In the final analysis it must be acknowledged that the TRC was a creative and unique response to the political challenges of the transition period.  Whatever its limitations and weaknesses as an institution, the fulfillment of the historic promises which justified the compromises reflected in the TRC processes now resides in the hands of the government. It is they who must ensure that the TRC’s legacy does not become one of an institution that was utilized to consolidate a limited transition at the expense of past victims.

The TRC argued that reconciliation was only possible on a foundation of truth and acknowledgement.
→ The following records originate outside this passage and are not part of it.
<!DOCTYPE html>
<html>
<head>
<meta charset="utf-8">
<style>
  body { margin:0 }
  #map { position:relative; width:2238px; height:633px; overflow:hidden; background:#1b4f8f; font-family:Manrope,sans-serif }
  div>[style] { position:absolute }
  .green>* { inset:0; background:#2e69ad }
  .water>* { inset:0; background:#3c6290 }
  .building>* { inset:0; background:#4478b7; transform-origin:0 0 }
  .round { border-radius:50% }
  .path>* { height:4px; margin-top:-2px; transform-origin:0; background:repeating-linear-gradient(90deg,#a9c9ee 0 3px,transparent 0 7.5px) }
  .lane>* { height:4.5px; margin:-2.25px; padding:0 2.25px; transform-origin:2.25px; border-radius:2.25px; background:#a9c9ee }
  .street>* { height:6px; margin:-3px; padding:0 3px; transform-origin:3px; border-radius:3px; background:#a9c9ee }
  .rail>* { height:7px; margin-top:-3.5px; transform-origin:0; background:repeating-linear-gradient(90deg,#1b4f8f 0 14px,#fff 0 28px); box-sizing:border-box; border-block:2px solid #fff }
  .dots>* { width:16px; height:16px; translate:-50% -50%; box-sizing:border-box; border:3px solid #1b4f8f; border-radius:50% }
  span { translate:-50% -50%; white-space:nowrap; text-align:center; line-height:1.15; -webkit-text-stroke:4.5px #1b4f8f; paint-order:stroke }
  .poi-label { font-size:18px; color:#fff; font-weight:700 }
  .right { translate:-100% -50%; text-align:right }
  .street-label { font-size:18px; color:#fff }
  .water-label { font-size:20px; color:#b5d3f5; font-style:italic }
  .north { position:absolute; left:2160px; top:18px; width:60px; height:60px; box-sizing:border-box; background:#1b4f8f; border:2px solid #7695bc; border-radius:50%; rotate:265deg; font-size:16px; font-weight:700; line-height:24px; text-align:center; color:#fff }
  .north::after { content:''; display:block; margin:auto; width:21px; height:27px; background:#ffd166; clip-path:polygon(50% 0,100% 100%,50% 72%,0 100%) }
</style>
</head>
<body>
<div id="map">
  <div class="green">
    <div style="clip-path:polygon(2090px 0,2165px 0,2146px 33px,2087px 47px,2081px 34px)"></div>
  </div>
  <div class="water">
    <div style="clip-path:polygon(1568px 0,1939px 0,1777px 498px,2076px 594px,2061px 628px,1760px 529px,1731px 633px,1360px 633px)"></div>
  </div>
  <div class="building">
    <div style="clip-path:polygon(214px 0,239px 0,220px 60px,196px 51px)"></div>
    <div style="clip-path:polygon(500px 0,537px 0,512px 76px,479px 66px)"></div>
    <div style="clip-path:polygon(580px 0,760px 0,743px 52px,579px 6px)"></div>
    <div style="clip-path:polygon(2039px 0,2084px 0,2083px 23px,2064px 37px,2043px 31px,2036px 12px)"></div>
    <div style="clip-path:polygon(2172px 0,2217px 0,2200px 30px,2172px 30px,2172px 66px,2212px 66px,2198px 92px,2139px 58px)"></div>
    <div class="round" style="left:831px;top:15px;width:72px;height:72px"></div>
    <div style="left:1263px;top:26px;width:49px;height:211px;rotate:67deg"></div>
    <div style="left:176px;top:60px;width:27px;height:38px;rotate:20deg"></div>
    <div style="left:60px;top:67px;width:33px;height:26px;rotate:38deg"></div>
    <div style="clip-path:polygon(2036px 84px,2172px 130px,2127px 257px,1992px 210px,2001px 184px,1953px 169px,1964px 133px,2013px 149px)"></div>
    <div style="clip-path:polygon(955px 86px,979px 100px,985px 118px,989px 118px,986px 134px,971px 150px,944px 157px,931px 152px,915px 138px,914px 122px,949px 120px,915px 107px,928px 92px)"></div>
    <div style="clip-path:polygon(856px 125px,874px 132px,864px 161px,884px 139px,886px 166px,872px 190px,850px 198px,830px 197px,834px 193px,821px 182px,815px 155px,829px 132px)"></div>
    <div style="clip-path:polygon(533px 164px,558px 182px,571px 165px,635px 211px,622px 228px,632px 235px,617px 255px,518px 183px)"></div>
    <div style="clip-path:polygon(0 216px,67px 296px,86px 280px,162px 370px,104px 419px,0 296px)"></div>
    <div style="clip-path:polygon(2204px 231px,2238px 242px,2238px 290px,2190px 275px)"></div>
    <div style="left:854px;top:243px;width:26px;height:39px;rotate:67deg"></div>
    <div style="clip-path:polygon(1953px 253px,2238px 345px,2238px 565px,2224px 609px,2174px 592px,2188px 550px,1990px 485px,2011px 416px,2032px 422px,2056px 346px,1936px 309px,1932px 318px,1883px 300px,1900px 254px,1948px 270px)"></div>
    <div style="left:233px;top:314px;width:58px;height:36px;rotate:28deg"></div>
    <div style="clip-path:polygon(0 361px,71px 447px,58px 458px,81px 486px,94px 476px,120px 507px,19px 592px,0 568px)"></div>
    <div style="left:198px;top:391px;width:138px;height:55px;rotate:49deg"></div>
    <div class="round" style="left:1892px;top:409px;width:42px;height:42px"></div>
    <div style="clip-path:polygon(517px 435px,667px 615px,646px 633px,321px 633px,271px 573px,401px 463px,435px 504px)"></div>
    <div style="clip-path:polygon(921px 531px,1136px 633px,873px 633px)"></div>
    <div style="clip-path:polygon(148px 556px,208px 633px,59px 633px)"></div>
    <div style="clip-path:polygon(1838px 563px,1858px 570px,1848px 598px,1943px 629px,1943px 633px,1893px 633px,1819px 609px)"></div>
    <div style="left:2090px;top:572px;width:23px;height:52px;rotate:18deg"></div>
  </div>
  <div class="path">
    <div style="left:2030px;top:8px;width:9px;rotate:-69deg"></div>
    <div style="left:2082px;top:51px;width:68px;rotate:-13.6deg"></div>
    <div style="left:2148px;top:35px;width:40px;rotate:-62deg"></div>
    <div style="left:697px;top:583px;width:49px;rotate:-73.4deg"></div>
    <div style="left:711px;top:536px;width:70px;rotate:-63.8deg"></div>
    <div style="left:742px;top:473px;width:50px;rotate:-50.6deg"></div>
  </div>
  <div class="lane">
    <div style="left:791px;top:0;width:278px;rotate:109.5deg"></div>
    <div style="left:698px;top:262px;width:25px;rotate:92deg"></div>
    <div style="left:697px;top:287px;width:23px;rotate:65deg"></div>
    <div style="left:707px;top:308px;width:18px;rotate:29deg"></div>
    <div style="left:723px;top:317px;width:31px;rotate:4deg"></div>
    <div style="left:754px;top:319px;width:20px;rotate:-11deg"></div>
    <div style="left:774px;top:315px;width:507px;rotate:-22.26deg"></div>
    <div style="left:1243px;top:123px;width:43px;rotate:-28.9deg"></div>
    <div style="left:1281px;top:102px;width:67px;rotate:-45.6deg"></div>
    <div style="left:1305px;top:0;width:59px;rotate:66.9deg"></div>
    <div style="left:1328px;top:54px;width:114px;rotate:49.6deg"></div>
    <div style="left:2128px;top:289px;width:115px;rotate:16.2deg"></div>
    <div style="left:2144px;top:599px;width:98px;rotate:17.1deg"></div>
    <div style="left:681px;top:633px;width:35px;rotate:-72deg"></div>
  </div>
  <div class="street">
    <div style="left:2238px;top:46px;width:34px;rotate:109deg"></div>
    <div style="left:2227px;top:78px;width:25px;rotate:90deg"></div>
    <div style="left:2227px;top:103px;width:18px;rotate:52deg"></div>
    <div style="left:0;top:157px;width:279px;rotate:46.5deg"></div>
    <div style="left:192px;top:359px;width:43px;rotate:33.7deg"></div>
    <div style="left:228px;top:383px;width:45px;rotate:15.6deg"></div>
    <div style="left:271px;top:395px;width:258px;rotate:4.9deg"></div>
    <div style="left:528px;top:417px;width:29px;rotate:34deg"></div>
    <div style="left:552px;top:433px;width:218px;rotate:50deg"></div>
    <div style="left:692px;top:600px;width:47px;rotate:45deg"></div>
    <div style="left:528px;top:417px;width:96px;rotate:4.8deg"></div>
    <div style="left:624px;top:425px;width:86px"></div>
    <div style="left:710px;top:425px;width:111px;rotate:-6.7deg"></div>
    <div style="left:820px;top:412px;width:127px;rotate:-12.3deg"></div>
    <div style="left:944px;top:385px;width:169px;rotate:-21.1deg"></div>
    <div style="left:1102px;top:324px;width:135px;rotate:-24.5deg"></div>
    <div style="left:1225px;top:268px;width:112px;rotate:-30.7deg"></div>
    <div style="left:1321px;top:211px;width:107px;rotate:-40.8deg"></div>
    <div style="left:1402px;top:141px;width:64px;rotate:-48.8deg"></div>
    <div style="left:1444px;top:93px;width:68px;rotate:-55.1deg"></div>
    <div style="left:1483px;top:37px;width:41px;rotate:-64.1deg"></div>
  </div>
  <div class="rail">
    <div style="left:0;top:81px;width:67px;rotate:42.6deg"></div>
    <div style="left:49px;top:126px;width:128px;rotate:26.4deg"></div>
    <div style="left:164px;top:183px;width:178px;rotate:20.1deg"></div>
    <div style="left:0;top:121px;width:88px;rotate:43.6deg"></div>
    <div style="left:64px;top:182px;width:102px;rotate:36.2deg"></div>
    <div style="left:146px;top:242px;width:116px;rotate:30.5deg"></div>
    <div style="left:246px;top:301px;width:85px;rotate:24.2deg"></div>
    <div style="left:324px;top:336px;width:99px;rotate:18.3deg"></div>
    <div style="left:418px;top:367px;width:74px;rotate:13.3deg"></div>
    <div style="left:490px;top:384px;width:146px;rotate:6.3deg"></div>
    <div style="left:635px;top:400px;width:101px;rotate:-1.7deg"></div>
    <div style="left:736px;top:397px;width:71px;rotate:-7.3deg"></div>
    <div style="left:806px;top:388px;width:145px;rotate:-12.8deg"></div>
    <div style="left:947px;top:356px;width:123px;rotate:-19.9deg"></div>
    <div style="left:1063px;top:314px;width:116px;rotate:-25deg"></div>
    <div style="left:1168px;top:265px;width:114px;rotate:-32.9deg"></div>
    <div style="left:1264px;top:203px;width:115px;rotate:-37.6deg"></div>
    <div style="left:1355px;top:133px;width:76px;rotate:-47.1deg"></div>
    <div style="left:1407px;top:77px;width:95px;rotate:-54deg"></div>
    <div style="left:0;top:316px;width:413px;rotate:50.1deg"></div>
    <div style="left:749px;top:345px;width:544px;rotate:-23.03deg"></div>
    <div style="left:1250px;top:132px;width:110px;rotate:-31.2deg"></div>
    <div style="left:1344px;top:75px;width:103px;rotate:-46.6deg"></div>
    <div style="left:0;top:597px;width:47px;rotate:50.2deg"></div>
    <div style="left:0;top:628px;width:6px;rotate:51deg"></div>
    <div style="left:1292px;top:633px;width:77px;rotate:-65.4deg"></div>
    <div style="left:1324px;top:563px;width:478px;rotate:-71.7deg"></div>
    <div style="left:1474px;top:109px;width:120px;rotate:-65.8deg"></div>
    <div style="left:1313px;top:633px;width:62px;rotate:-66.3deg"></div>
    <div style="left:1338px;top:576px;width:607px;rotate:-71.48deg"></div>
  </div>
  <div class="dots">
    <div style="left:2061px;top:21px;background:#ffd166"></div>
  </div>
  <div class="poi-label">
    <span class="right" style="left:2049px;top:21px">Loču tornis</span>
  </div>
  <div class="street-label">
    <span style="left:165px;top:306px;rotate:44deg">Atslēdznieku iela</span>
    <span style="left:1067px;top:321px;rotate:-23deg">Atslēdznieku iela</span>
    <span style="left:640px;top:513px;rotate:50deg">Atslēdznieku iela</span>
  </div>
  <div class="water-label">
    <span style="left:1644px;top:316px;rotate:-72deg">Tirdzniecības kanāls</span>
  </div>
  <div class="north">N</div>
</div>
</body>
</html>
The amount of ‘truth’ uncovered was limited and, as such, the TRC could more accurately have been described as an acknowledgement commission in that it served the primary purpose of validating and acknowledging the stories of victims rather than offering new truth. If this interpretation is correct, the volumes of unfinished business in this regard present an ongoing and fundamental challenge to the national reconciliation agenda. In the words of Jose Zalaquett, a former Commissioner with Chilean Truth Commission;  “Leaders should never forget that the lack of political pressure to put these issues on the agenda does not mean they are not boiling underground wanting to erupt. They will always come back to haunt you.”

Reconciliation was also interpreted as synonymous with forgiveness, and tremendous pressure was exerted on victims who came before the Commission to ‘forgive’.  The emphasis on a discourse of reconciliation at the public hearings came at a cost of invalidating displays of ‘negative’ emotions.  Some of these emotions – such as anger, anguish or resentment – are legitimate healing emotions for those who have suffered loss. Their dismissal in favour of forced forgiveness had the potential to do additional damage to victims by denying them the process of natural grieving and healing. There was no link between victim and perpetrator in the form of atonement – perpetrators were granted amnesty with no obligation to community service or contributing to reparations.

The concern with national reconciliation interspersed with a few public displays of individual reconciliation allowed the more crucial question of community reconciliation to fall through the cracks.  The TRC failed to adequately address the site of the worst violence, that of the black communities during the 1990s when the fighting between the IFP (supported and resourced by the white government) and the ANC claimed more lives than the individual death toll perpetrated by the regime to that time.  Today victims and perpetrators continue to live side by side in communities across KwaZulu-Natal and pockets of Gauteng. Where these communities have not initiated their own attempts at reconciliation, the divisions continue into the new dispensation, undermining attempts at development and reconstruction and perpetuating the cycle of poverty and violence.